WEDNESDAY, Nov. 10 (HealthDay News) — The number of U.S. children with attention-deficit/hyperactivity disorder (ADHD) jumped nearly 22 percent in a recent four-year period, meaning nearly one in every 10 kids is now diagnosed with the disorder, U.S. health officials report.
“Based on our parent surveys, there has been an increase in parent-reported ADHD diagnosis among their children,” said lead author Susanna Visser of the U.S Centers for Disease Control and Prevention.
“This increase was from 7.8 percent in 2003 to 9.5 percent in 2007,” she said. “When we project that to the American population, that means that a million more children were diagnosed with ADHD in 2007 as compared to 2003. That’s a substantial increase in four years.”
About 5.4 million children have ADHD in the United States, according to their parents, and 2.7 million take medication for the condition, the CDC survey of 4- to 17-year-olds found.
“There are probably more children out there who have not received a diagnosis and we can’t determine how many more children there are based on these data,” added Visser, lead epidemiologist of the child development studies team at the CDC’s National Center on Birth Defects and Developmental Disabilities.
ADHD, a neurobehavioral disorder, is characterized by levels of inattention and activity that are developmentally inappropriate. The condition can persist into adulthood.
Among older teens, the rate of ADHD soared 42 percent, the researchers found. This suggests that health care providers may be managing a larger and different population of children than they were four years ago.

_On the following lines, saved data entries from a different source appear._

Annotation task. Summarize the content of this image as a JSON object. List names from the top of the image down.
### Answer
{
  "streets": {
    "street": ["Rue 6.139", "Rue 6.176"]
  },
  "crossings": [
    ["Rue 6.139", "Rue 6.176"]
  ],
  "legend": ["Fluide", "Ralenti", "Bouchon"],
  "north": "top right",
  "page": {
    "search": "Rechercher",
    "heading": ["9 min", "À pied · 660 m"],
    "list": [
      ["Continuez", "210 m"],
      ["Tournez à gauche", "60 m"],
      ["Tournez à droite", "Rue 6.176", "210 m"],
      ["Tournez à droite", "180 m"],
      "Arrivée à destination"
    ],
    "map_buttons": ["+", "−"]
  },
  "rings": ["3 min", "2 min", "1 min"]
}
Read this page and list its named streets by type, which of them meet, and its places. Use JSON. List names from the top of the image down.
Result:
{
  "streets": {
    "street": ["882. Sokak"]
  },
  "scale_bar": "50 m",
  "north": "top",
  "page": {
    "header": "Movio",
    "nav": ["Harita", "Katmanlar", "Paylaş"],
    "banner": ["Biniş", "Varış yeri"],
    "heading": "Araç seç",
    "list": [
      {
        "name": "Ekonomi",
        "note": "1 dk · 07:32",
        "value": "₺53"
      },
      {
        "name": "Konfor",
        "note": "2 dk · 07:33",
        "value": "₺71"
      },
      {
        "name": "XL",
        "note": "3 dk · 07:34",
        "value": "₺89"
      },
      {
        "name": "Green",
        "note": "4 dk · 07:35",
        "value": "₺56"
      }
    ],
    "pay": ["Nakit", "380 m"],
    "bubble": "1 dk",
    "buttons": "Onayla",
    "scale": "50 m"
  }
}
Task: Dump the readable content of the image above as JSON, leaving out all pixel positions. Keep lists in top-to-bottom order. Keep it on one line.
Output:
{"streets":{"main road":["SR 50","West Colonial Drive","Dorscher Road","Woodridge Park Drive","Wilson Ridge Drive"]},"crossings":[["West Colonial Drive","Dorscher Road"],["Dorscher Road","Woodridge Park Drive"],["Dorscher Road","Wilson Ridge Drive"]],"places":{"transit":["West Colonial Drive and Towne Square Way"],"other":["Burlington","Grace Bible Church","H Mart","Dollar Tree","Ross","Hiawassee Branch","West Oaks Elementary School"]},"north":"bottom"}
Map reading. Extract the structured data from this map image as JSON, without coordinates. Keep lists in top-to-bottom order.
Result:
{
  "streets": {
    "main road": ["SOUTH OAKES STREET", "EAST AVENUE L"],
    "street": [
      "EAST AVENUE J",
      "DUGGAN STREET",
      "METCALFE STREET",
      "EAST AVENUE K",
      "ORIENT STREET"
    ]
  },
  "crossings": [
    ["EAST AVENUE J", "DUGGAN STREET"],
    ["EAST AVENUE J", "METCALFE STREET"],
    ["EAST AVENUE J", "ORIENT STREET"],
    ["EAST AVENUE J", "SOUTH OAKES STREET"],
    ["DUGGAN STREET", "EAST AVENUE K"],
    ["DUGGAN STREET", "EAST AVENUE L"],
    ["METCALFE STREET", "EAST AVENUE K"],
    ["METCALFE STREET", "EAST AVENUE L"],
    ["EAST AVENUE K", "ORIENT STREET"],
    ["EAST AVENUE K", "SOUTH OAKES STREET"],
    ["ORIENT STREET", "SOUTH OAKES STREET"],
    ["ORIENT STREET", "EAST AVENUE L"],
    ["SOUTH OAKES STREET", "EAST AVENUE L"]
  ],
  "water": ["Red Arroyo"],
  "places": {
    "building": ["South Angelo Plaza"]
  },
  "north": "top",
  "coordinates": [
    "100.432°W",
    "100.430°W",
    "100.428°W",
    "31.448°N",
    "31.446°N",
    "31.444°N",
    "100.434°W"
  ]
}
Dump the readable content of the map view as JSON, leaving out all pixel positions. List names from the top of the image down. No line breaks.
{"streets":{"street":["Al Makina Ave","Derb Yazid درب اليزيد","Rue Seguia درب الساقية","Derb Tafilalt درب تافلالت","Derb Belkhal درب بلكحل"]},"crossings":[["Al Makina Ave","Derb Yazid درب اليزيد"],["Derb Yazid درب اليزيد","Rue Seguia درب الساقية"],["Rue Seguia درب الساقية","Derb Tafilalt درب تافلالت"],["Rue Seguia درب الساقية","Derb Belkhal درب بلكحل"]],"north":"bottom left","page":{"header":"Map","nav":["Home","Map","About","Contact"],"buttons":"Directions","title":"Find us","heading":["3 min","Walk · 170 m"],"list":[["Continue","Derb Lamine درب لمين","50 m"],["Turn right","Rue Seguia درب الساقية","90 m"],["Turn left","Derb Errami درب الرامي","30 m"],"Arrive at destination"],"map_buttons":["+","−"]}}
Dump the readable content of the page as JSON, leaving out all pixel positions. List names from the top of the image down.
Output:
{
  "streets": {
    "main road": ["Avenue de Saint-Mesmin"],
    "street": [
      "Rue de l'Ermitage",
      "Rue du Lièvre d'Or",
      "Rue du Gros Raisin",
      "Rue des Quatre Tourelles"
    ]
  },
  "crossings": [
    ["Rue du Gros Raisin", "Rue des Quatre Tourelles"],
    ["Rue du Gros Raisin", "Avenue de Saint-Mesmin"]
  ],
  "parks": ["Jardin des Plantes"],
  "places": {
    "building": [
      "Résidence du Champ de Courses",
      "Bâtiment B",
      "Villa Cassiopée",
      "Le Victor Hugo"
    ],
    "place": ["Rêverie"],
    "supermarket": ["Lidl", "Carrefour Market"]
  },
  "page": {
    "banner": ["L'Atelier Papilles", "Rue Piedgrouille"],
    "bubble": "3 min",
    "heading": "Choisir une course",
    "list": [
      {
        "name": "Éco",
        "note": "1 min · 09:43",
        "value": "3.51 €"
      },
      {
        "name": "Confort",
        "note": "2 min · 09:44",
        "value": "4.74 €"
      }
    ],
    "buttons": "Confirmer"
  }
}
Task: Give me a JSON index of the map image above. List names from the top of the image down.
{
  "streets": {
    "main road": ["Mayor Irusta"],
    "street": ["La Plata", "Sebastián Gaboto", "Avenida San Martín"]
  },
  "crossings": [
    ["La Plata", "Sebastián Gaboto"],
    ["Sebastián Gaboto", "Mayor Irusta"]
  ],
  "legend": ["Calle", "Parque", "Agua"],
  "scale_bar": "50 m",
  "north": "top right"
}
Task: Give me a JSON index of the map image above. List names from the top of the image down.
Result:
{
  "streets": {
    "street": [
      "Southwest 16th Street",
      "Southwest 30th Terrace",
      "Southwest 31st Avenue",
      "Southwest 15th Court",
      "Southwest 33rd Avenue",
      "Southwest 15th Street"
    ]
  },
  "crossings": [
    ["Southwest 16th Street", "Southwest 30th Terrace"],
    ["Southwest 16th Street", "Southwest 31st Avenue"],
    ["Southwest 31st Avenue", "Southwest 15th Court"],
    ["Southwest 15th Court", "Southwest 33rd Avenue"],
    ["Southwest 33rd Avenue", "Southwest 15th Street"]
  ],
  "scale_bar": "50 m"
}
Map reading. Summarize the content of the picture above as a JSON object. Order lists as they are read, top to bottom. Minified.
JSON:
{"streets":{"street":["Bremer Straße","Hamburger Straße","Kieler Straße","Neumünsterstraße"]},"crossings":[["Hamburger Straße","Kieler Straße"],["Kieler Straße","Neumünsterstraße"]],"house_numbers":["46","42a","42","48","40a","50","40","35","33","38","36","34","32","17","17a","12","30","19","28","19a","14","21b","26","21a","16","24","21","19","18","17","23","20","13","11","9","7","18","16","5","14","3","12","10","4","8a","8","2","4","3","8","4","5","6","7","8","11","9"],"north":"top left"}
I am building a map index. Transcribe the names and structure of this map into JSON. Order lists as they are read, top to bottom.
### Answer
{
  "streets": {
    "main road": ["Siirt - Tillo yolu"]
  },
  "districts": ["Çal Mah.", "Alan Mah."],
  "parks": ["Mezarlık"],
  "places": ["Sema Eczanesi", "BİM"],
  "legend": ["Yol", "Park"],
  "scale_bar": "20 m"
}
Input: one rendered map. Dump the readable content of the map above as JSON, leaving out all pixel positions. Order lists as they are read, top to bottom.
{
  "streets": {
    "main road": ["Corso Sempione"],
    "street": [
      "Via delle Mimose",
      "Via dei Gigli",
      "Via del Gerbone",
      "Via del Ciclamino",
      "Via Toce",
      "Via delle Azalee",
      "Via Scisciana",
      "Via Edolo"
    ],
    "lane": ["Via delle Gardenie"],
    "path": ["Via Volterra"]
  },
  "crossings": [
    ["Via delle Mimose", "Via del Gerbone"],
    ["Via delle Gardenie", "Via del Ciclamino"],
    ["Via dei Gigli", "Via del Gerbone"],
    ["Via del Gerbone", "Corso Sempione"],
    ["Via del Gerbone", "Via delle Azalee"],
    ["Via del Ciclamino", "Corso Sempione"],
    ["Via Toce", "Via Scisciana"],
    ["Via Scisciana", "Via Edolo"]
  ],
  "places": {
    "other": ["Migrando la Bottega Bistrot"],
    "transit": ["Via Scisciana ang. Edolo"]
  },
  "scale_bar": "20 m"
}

“We don’t know as well how to manage ADHD among older teens,” Visser said. “Regardless of why we are seeing this, the end result is that health care providers are going to modify their care approach to consider the needs of older teens,” she said.
The 53 percent increase in ADHD diagnosis since 2003 among Hispanics means providers are going to have to be sensitive to the needs of this group as well, Visser added.
Much of the increase may be driven by better screening programs and more awareness and diagnosis, Visser said.
The report is published in the Nov. 12 issue of the CDC’s Morbidity and Mortality Weekly Report.
One expert isn’t surprised by the numbers.
“I believe the findings are generally accurate and consistent with most research in detailing the rapid and rather disconcerting rise in the diagnosis of ADHD in U.S. children,” said John D. Ranseen, an associate professor of psychiatry at the University of Kentucky College of Medicine.
The rapid rise in diagnosis, which is not necessarily equivalent to a rise in the actual condition, must be due in part to cultural factors — a willingness to label certain symptoms as indicating ADHD, increased cultural acceptance of doing so and increased dissemination of information labeling ADHD as a “condition,” he said.
Other, more vague, cultural factors may also play a role, Ranseen pointed out.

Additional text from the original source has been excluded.